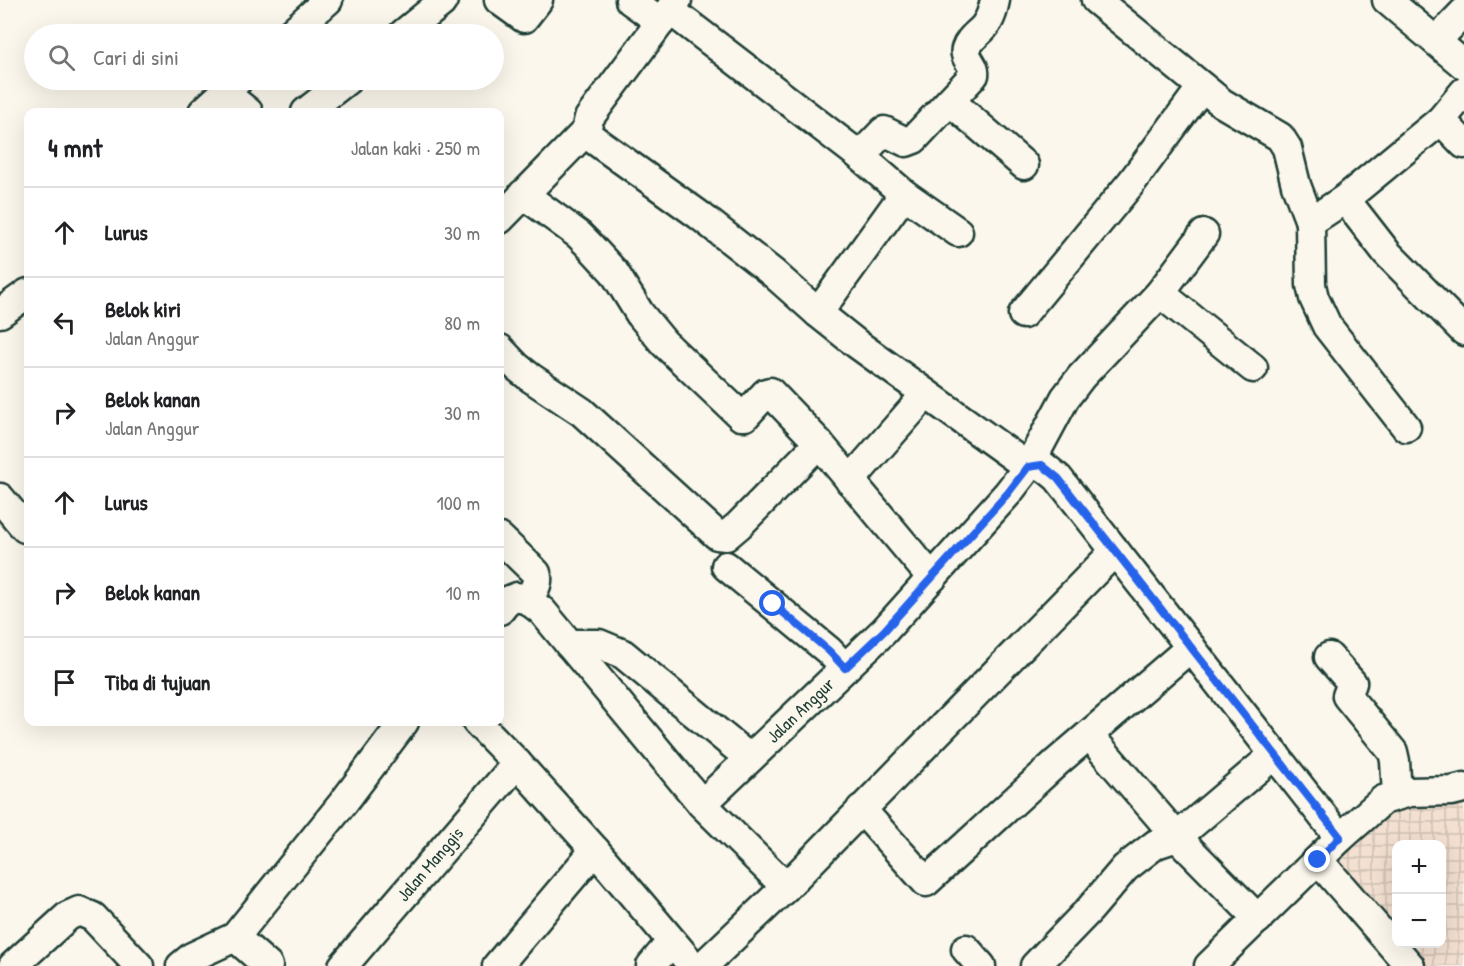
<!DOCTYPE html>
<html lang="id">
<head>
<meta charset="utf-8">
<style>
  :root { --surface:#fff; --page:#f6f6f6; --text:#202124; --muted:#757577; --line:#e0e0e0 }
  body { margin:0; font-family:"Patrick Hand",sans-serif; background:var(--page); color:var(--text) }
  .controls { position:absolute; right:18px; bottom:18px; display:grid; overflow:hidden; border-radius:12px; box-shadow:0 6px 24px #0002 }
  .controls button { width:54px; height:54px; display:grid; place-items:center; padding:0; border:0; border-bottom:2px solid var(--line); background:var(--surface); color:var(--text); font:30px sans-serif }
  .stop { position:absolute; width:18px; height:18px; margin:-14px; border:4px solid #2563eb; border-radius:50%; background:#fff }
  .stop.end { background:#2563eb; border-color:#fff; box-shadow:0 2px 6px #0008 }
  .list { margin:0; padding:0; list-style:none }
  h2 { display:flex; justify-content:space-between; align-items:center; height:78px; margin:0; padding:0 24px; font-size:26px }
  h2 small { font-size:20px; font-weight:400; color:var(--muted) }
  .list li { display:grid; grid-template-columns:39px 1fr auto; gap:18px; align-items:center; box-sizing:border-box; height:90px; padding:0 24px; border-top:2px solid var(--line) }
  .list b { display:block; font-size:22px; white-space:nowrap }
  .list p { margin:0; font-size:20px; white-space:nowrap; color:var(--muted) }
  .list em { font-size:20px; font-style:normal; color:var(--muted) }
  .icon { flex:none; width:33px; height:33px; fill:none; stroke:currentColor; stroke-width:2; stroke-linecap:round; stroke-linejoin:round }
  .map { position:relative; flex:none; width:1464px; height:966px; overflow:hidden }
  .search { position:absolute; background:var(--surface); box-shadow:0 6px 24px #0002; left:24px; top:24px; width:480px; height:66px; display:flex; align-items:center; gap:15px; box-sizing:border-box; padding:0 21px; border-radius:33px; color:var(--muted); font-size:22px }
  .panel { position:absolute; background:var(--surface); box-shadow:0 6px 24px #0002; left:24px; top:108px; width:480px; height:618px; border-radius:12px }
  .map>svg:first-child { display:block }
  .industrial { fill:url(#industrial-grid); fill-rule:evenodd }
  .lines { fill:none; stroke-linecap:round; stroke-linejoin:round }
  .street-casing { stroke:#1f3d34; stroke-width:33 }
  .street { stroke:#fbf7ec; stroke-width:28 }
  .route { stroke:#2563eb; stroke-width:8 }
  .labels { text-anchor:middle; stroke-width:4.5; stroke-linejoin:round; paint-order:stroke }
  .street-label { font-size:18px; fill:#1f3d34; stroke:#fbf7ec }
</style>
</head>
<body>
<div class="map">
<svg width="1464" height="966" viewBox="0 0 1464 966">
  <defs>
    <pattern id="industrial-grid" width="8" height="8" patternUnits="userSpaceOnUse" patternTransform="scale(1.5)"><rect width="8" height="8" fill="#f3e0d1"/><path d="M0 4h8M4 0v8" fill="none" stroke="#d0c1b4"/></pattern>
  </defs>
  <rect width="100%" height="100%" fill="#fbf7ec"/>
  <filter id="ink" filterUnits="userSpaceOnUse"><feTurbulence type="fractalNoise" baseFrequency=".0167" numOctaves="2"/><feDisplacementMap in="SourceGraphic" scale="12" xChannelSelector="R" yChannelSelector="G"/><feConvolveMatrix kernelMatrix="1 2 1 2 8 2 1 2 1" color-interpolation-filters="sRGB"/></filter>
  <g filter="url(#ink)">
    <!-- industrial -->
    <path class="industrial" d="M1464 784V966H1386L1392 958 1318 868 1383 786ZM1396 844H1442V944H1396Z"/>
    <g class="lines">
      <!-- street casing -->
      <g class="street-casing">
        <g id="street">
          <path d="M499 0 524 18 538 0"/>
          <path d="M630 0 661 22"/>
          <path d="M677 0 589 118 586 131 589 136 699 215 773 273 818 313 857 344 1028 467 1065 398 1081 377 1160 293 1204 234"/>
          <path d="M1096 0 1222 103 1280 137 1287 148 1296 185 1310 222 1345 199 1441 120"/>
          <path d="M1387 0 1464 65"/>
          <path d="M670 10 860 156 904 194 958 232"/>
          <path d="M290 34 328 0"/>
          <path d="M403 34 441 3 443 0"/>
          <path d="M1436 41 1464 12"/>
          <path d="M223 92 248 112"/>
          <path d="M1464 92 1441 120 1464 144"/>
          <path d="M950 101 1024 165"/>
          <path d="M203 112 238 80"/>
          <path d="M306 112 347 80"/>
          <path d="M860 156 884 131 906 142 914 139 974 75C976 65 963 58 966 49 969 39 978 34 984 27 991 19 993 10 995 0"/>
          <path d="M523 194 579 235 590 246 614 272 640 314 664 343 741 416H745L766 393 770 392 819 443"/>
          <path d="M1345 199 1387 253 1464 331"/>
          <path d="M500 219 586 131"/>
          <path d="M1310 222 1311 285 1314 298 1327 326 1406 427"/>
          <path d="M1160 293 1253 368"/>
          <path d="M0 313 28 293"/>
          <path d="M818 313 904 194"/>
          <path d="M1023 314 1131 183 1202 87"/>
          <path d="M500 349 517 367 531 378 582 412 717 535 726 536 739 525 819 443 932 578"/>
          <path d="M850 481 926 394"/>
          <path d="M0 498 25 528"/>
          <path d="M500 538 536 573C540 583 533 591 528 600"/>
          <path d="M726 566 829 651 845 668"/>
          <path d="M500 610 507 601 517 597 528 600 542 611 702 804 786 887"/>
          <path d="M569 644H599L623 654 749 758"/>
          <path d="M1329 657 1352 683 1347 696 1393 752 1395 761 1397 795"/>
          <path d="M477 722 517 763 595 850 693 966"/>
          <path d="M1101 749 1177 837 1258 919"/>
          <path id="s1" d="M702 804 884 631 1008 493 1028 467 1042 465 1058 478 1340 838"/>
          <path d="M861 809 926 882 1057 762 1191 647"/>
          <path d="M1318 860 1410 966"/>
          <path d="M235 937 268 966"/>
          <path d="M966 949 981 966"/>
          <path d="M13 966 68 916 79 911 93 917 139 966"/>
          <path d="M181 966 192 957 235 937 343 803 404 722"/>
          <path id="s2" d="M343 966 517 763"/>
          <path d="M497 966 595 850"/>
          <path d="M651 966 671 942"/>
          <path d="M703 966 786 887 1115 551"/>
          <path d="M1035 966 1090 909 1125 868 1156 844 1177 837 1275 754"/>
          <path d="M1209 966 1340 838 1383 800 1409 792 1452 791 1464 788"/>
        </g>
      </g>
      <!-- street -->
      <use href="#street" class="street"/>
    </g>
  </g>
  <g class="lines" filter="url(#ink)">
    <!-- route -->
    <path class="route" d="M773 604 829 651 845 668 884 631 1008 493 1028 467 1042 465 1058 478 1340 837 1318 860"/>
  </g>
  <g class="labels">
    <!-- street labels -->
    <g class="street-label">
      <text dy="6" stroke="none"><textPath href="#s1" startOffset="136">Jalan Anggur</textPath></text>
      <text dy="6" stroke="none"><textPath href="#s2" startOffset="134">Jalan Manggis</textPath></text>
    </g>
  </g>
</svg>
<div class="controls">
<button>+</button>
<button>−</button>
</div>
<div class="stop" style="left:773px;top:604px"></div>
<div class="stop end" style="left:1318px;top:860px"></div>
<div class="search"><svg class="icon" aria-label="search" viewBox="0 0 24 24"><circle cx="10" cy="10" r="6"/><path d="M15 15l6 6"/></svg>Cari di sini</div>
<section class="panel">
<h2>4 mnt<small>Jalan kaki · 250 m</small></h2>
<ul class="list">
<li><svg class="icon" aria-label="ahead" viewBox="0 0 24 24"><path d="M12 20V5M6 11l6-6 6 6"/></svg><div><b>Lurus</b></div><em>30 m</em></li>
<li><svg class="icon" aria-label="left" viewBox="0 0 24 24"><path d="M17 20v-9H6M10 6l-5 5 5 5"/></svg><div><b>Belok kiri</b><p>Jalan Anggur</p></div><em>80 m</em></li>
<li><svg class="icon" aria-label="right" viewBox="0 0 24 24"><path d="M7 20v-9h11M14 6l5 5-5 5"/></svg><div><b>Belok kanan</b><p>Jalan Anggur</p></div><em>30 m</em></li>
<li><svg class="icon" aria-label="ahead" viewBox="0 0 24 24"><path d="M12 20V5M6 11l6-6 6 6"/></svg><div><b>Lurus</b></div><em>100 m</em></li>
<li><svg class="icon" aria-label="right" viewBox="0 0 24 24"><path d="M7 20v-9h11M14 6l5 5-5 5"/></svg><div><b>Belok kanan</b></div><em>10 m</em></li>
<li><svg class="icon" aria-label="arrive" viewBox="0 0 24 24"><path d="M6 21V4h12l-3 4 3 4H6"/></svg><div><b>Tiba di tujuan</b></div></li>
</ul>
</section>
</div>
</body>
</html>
_ _ _
### About this exercise
Output only the number of lines in the listing that contain the string "body".

### Exercise response
3